» **ACTION ITEM**: Please print all of the entries, matching them exactly.

» **AVAILABLE RECORDS**:
^^^^^^^^

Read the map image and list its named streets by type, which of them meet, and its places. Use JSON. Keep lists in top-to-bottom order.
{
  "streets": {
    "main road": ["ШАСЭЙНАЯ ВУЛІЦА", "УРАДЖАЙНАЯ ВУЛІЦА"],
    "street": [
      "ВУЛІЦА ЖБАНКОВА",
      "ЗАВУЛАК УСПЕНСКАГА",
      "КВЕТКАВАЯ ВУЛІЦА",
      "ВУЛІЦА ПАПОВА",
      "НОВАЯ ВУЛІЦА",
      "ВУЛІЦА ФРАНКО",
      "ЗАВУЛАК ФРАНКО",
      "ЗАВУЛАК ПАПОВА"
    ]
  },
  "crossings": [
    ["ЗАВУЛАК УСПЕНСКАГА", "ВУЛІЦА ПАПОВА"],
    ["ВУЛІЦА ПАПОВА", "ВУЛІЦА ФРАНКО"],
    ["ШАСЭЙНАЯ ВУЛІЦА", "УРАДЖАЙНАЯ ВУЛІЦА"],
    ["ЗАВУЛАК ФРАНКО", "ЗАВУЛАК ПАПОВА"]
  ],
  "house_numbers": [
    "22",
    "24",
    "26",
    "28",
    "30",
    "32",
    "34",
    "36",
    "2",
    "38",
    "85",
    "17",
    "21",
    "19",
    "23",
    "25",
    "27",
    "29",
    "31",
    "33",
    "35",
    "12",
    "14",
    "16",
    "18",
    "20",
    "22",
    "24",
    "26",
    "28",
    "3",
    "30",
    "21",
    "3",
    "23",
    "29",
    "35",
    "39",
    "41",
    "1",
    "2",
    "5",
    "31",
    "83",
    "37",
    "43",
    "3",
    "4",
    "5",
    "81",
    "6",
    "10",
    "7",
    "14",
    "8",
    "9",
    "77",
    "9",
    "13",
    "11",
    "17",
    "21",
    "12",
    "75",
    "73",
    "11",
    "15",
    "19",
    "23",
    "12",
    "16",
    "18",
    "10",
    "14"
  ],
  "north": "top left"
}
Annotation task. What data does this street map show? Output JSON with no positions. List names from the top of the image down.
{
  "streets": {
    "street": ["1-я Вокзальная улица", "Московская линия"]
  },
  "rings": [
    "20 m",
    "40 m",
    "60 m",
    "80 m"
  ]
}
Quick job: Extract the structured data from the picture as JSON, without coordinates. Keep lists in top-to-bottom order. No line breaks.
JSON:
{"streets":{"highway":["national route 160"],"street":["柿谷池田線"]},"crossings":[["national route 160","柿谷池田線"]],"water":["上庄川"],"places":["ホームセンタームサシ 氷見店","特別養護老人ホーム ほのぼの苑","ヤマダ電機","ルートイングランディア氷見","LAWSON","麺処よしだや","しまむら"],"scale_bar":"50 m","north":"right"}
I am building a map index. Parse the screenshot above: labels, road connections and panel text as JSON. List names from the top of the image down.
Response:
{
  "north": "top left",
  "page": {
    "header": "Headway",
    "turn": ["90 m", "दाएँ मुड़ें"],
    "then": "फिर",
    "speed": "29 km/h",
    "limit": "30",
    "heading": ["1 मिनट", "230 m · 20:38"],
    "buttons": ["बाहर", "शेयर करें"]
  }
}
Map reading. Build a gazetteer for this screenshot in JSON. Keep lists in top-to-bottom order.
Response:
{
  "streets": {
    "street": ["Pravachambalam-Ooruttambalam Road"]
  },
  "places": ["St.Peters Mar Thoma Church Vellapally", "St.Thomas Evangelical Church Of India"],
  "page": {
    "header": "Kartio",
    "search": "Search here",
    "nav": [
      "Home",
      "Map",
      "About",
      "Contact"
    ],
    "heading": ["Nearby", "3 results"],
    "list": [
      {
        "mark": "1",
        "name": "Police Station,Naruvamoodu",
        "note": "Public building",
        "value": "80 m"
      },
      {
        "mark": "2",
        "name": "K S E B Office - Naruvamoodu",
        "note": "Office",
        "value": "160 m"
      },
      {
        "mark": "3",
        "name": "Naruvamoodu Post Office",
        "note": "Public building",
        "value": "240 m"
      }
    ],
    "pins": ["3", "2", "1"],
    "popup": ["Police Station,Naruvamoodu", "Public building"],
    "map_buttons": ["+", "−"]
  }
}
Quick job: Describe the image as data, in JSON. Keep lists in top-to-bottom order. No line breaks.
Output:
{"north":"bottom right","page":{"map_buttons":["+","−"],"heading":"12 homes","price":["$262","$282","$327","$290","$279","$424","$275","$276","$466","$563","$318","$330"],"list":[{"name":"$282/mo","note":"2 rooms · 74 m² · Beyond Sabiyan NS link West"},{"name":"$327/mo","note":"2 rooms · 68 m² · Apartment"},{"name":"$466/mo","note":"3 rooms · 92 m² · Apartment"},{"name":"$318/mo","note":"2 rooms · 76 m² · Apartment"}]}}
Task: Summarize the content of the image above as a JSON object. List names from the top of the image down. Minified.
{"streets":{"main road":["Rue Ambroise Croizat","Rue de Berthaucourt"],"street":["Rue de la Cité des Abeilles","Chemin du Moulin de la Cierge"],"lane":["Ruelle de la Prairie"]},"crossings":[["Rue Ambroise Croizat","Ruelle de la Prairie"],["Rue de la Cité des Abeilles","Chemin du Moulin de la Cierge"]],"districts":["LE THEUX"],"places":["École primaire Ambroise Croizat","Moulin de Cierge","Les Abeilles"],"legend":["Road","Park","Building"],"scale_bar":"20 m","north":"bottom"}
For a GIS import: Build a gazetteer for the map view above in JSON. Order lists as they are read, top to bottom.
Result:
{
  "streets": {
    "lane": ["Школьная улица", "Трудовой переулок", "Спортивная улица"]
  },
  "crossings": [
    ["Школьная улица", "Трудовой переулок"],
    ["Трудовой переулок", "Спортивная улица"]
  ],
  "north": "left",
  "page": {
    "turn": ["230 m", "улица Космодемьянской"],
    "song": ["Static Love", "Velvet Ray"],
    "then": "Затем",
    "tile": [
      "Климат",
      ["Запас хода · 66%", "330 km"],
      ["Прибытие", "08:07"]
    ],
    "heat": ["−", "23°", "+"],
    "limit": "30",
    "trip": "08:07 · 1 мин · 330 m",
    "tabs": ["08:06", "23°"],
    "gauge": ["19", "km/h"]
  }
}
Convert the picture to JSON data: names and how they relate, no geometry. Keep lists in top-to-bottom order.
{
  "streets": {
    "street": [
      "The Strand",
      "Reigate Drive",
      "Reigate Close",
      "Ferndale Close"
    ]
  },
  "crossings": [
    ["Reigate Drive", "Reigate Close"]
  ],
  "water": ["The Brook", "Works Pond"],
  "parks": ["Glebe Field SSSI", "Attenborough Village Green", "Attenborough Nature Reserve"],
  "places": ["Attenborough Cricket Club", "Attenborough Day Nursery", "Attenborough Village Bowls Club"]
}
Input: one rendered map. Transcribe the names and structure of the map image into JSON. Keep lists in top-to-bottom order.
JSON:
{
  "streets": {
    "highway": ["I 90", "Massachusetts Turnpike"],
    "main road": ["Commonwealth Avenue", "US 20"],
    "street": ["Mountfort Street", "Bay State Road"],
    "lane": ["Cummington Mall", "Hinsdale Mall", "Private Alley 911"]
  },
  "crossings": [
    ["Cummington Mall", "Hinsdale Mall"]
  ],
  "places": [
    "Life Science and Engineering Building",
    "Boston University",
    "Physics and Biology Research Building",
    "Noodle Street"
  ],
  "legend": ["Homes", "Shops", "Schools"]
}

^^^^^^^^

» **RESPONSE TO THE EXERCISE**:
Read the map image and list its named streets by type, which of them meet, and its places. Use JSON. Keep lists in top-to-bottom order.
{
  "streets": {
    "main road": ["ШАСЭЙНАЯ ВУЛІЦА", "УРАДЖАЙНАЯ ВУЛІЦА"],
    "street": [
      "ВУЛІЦА ЖБАНКОВА",
      "ЗАВУЛАК УСПЕНСКАГА",
      "КВЕТКАВАЯ ВУЛІЦА",
      "ВУЛІЦА ПАПОВА",
      "НОВАЯ ВУЛІЦА",
      "ВУЛІЦА ФРАНКО",
      "ЗАВУЛАК ФРАНКО",
      "ЗАВУЛАК ПАПОВА"
    ]
  },
  "crossings": [
    ["ЗАВУЛАК УСПЕНСКАГА", "ВУЛІЦА ПАПОВА"],
    ["ВУЛІЦА ПАПОВА", "ВУЛІЦА ФРАНКО"],
    ["ШАСЭЙНАЯ ВУЛІЦА", "УРАДЖАЙНАЯ ВУЛІЦА"],
    ["ЗАВУЛАК ФРАНКО", "ЗАВУЛАК ПАПОВА"]
  ],
  "house_numbers": [
    "22",
    "24",
    "26",
    "28",
    "30",
    "32",
    "34",
    "36",
    "2",
    "38",
    "85",
    "17",
    "21",
    "19",
    "23",
    "25",
    "27",
    "29",
    "31",
    "33",
    "35",
    "12",
    "14",
    "16",
    "18",
    "20",
    "22",
    "24",
    "26",
    "28",
    "3",
    "30",
    "21",
    "3",
    "23",
    "29",
    "35",
    "39",
    "41",
    "1",
    "2",
    "5",
    "31",
    "83",
    "37",
    "43",
    "3",
    "4",
    "5",
    "81",
    "6",
    "10",
    "7",
    "14",
    "8",
    "9",
    "77",
    "9",
    "13",
    "11",
    "17",
    "21",
    "12",
    "75",
    "73",
    "11",
    "15",
    "19",
    "23",
    "12",
    "16",
    "18",
    "10",
    "14"
  ],
  "north": "top left"
}
Annotation task. What data does this street map show? Output JSON with no positions. List names from the top of the image down.
{
  "streets": {
    "street": ["1-я Вокзальная улица", "Московская линия"]
  },
  "rings": [
    "20 m",
    "40 m",
    "60 m",
    "80 m"
  ]
}
Quick job: Extract the structured data from the picture as JSON, without coordinates. Keep lists in top-to-bottom order. No line breaks.
JSON:
{"streets":{"highway":["national route 160"],"street":["柿谷池田線"]},"crossings":[["national route 160","柿谷池田線"]],"water":["上庄川"],"places":["ホームセンタームサシ 氷見店","特別養護老人ホーム ほのぼの苑","ヤマダ電機","ルートイングランディア氷見","LAWSON","麺処よしだや","しまむら"],"scale_bar":"50 m","north":"right"}
I am building a map index. Parse the screenshot above: labels, road connections and panel text as JSON. List names from the top of the image down.
Response:
{
  "north": "top left",
  "page": {
    "header": "Headway",
    "turn": ["90 m", "दाएँ मुड़ें"],
    "then": "फिर",
    "speed": "29 km/h",
    "limit": "30",
    "heading": ["1 मिनट", "230 m · 20:38"],
    "buttons": ["बाहर", "शेयर करें"]
  }
}
Map reading. Build a gazetteer for this screenshot in JSON. Keep lists in top-to-bottom order.
Response:
{
  "streets": {
    "street": ["Pravachambalam-Ooruttambalam Road"]
  },
  "places": ["St.Peters Mar Thoma Church Vellapally", "St.Thomas Evangelical Church Of India"],
  "page": {
    "header": "Kartio",
    "search": "Search here",
    "nav": [
      "Home",
      "Map",
      "About",
      "Contact"
    ],
    "heading": ["Nearby", "3 results"],
    "list": [
      {
        "mark": "1",
        "name": "Police Station,Naruvamoodu",
        "note": "Public building",
        "value": "80 m"
      },
      {
        "mark": "2",
        "name": "K S E B Office - Naruvamoodu",
        "note": "Office",
        "value": "160 m"
      },
      {
        "mark": "3",
        "name": "Naruvamoodu Post Office",
        "note": "Public building",
        "value": "240 m"
      }
    ],
    "pins": ["3", "2", "1"],
    "popup": ["Police Station,Naruvamoodu", "Public building"],
    "map_buttons": ["+", "−"]
  }
}
Quick job: Describe the image as data, in JSON. Keep lists in top-to-bottom order. No line breaks.
Output:
{"north":"bottom right","page":{"map_buttons":["+","−"],"heading":"12 homes","price":["$262","$282","$327","$290","$279","$424","$275","$276","$466","$563","$318","$330"],"list":[{"name":"$282/mo","note":"2 rooms · 74 m² · Beyond Sabiyan NS link West"},{"name":"$327/mo","note":"2 rooms · 68 m² · Apartment"},{"name":"$466/mo","note":"3 rooms · 92 m² · Apartment"},{"name":"$318/mo","note":"2 rooms · 76 m² · Apartment"}]}}
Task: Summarize the content of the image above as a JSON object. List names from the top of the image down. Minified.
{"streets":{"main road":["Rue Ambroise Croizat","Rue de Berthaucourt"],"street":["Rue de la Cité des Abeilles","Chemin du Moulin de la Cierge"],"lane":["Ruelle de la Prairie"]},"crossings":[["Rue Ambroise Croizat","Ruelle de la Prairie"],["Rue de la Cité des Abeilles","Chemin du Moulin de la Cierge"]],"districts":["LE THEUX"],"places":["École primaire Ambroise Croizat","Moulin de Cierge","Les Abeilles"],"legend":["Road","Park","Building"],"scale_bar":"20 m","north":"bottom"}
For a GIS import: Build a gazetteer for the map view above in JSON. Order lists as they are read, top to bottom.
Result:
{
  "streets": {
    "lane": ["Школьная улица", "Трудовой переулок", "Спортивная улица"]
  },
  "crossings": [
    ["Школьная улица", "Трудовой переулок"],
    ["Трудовой переулок", "Спортивная улица"]
  ],
  "north": "left",
  "page": {
    "turn": ["230 m", "улица Космодемьянской"],
    "song": ["Static Love", "Velvet Ray"],
    "then": "Затем",
    "tile": [
      "Климат",
      ["Запас хода · 66%", "330 km"],
      ["Прибытие", "08:07"]
    ],
    "heat": ["−", "23°", "+"],
    "limit": "30",
    "trip": "08:07 · 1 мин · 330 m",
    "tabs": ["08:06", "23°"],
    "gauge": ["19", "km/h"]
  }
}
Convert the picture to JSON data: names and how they relate, no geometry. Keep lists in top-to-bottom order.
{
  "streets": {
    "street": [
      "The Strand",
      "Reigate Drive",
      "Reigate Close",
      "Ferndale Close"
    ]
  },
  "crossings": [
    ["Reigate Drive", "Reigate Close"]
  ],
  "water": ["The Brook", "Works Pond"],
  "parks": ["Glebe Field SSSI", "Attenborough Village Green", "Attenborough Nature Reserve"],
  "places": ["Attenborough Cricket Club", "Attenborough Day Nursery", "Attenborough Village Bowls Club"]
}
Input: one rendered map. Transcribe the names and structure of the map image into JSON. Keep lists in top-to-bottom order.
JSON:
{
  "streets": {
    "highway": ["I 90", "Massachusetts Turnpike"],
    "main road": ["Commonwealth Avenue", "US 20"],
    "street": ["Mountfort Street", "Bay State Road"],
    "lane": ["Cummington Mall", "Hinsdale Mall", "Private Alley 911"]
  },
  "crossings": [
    ["Cummington Mall", "Hinsdale Mall"]
  ],
  "places": [
    "Life Science and Engineering Building",
    "Boston University",
    "Physics and Biology Research Building",
    "Noodle Street"
  ],
  "legend": ["Homes", "Shops", "Schools"]
}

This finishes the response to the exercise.